How do you emulate Python style generators in your favorite language? I found this one in Scheme. It must be interesting to see other implementations, especially in those languages that don't have first-class continuations.
Here is an example in C++ that simulates generators using fibers:
Yield Return Iterator for Native C++ Using Fibers
The "yield return" iterator is a language feature that was created for one reason: simplicity. It is generally much easier to iterate across whole collectionl, storing all context needed in local variables, rather than crafting a complicated, custom iterator object that stores its state across subsequent retrieval operations.
There are also the primitive C routines setjmp, longjmp to achieve similar results.
(Lua coroutines are implemented with the above method)
Monads can be used to represent generators (even if the semantics are little different).
So any language allowing us to define monadic operations within a special syntax can be used here.
- VB.NET/C# (Linq - but C# already got
yield return
) - Scala (For-comprehensions)
- Haskell (do-notation)
- F#/OCaml (Computation expressions/Perform)
Ruby can emulate generators through its builtin continuation capabilities.
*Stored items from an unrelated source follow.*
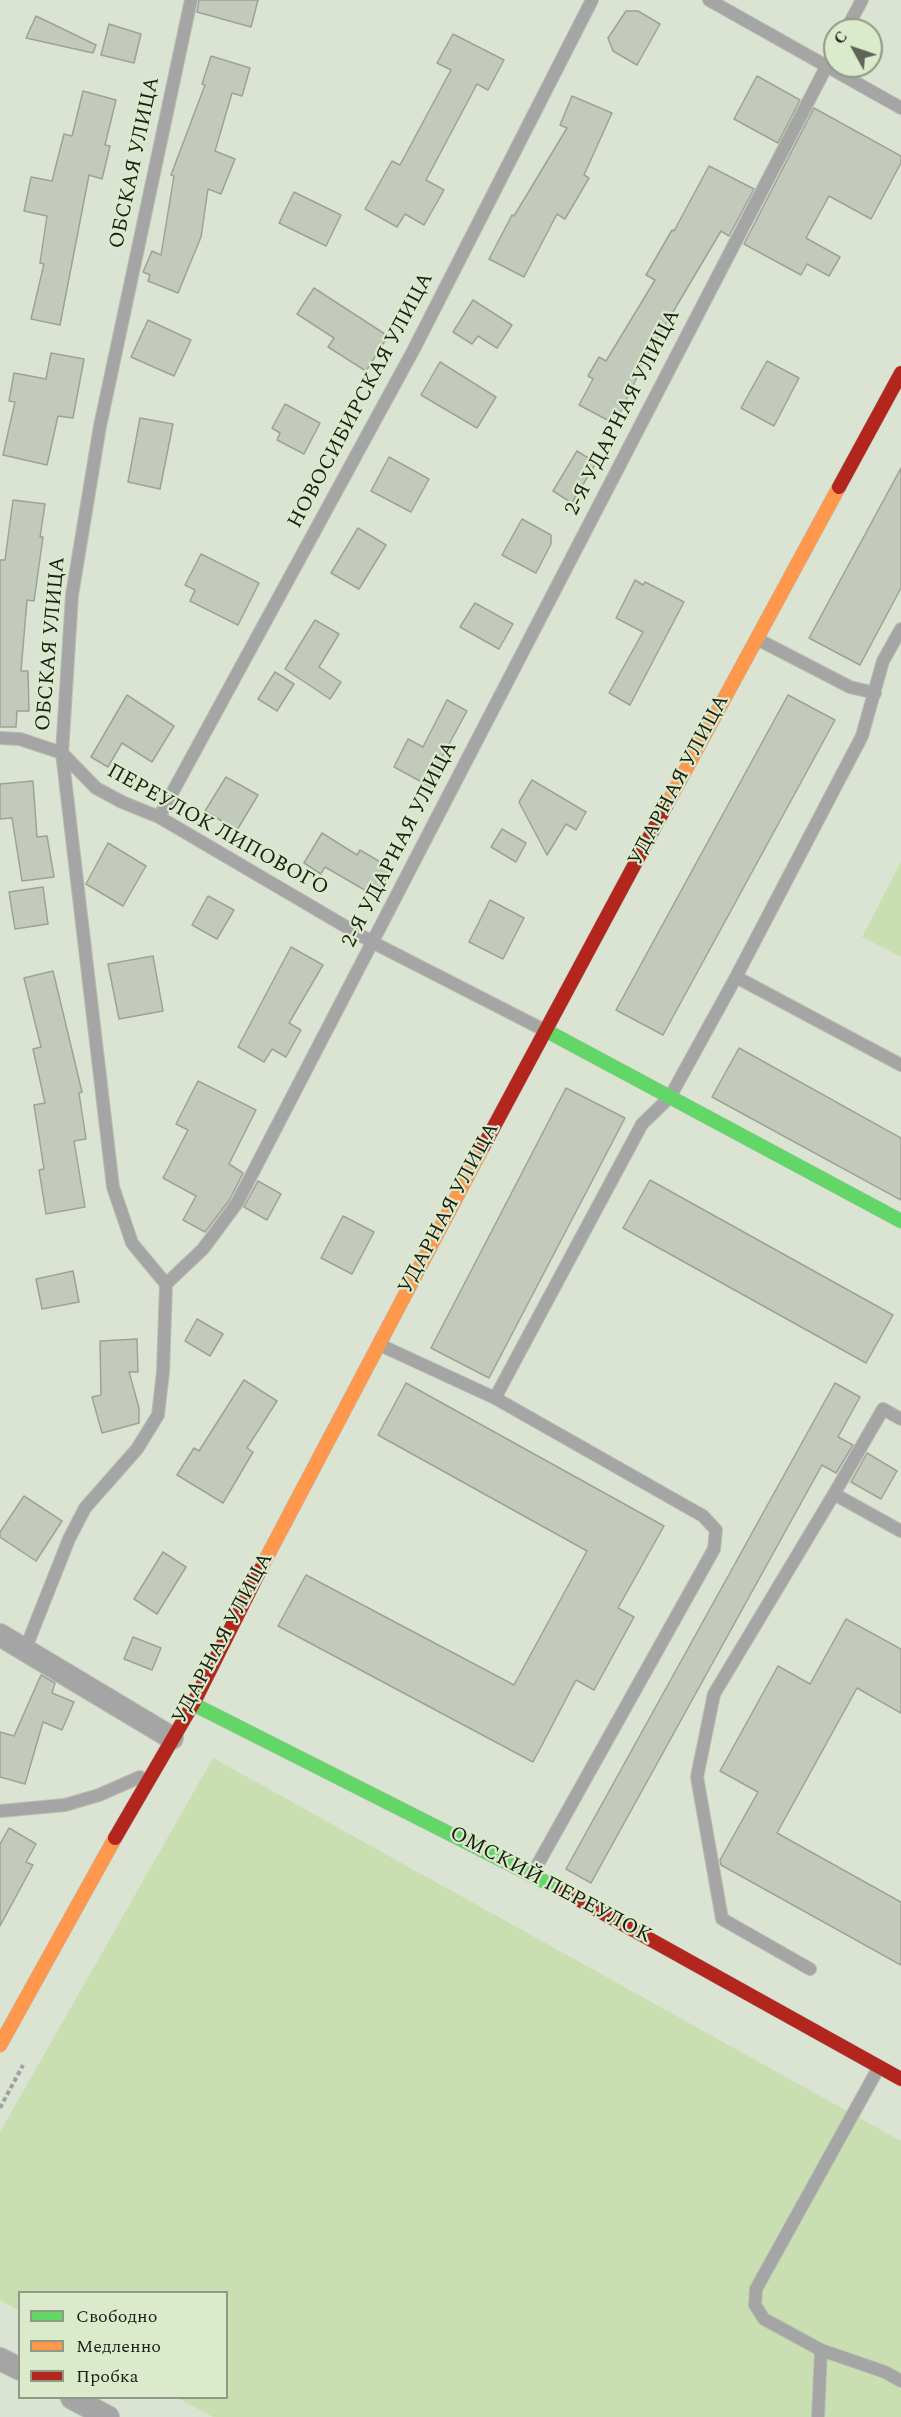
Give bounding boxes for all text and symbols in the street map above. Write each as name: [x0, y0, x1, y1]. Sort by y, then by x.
north arrow: [823, 18, 883, 78]
text: С: [828, 26, 854, 50]
street label: ОБСКАЯ УЛИЦА: [105, 75, 167, 251]
street label: НОВОСИБИРСКАЯ УЛИЦА: [284, 269, 440, 533]
street label: 2-Я УДАРНАЯ УЛИЦА: [561, 306, 687, 520]
street label: ОБСКАЯ УЛИЦА: [32, 556, 72, 732]
street label: УДАРНАЯ УЛИЦА: [624, 691, 736, 871]
street label: 2-Я УДАРНАЯ УЛИЦА: [338, 738, 464, 952]
street label: ПЕРЕУЛОК ЛИПОВОГО: [102, 760, 332, 902]
street label: УДАРНАЯ УЛИЦА: [394, 1119, 506, 1299]
street label: УДАРНАЯ УЛИЦА: [168, 1549, 280, 1729]
street label: ОМСКИЙ ПЕРЕУЛОК: [445, 1822, 655, 1950]
legend: [18, 2291, 228, 2399]
text: Свободно: [76, 2303, 157, 2330]
text: Медленно: [76, 2333, 161, 2360]
text: Пробка: [76, 2363, 138, 2390]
Common Lisp, although does not have native continuations, allows to create delimited continuations using CPS transformers like cl-cont. So generators in Common Lisp can be written in pretty much the same way as Scheme generators.
By the way, continuation-based generators have one trait that Python and C# generators lack: the yield
may be called in the dynamic extent of the generator function call. Python and C# generators allow yield
to be placed only inside the body of a generator.
In JavaScript 1.7+ I usually only have to add a few parentheses and brackets. Everything else is about the same. JavaScript 1.7 introduced pythonic generators and iterators among other things.
Generator expressions:
# Python
(x + 1 for x in y if x > 100)
// JavaScript 1.8+
(x + 1 for (x in y) if (x > 100))
Generators
# Python
def simpleRange(n):
for i in xrange(n):
yield i
for n in simpleRange(5):
print(n)
// JavaScript 1.7+
function simpleRange(n) {
for (let i = 0; i < n; i++)
yield i;
}
for (n in simpleRange(5))
print(n);
List/Array comprehensions
# Python
[x + 1 for x in y if x > 100]
// JavaScript 1.7+
[x + 1 for (x in y) if (x > 100)]
Ruby:
Generator function:
def simple_range(n)
Enumerator.new do |y|
(0..n).each { |v| y.yield(v) }
end
end
I wouldn't use yield at all in Lisp/Scheme.
'yield' requires some kind of co-routine or continuation facility in the language. Many uses of yield can be implemented in a simpler functional way.
YIELD is basically related to the famous COME-FROM operator. ;-) Here, a call in some place can lead to different places in some other routine, depending on its execution context. So a routine suddenly has multiple entry points whose order is determined at runtime. For simple uses this may be fine, but I would argue that for more complex code reasoning about the code would get harder.
Take the Scheme example linked in the question:
(define/y (step)
(yield 1)
(yield 2)
(yield 3)
'finished)
(list (step) (step) (step))
Calling (step) multiple times returns different values then.
I would just create a closure:
(define step
(let ((state '(1 2 3 finished)))
(lambda ()
(pop state))))
This breaks above function with a yield into two different things: a variable that carries the state and a simple function that changes the state. The state is no longer implicitly coded into the execution sequence.
(list (step) (step) (step))))
One can imagine similar solutions for other uses of yield.
Compare that with the generators from the Common Lisp SERIES library:
(let ((x (generator (scan '(1 2 3 finished)))))
(list (next-in x)
(next-in x)
(next-in x)))
If we look at this Python example from another answer
def simpleRange(n):
for i in xrange(n):
yield i
for n in simpleRange(5):
print(n)
we can see that it duplicates the control structure. Both the calling place and the generator use a FOR iteration control structure. Using closures, we can get rid of the use of control structures inside the generator, by only providing the state transition code.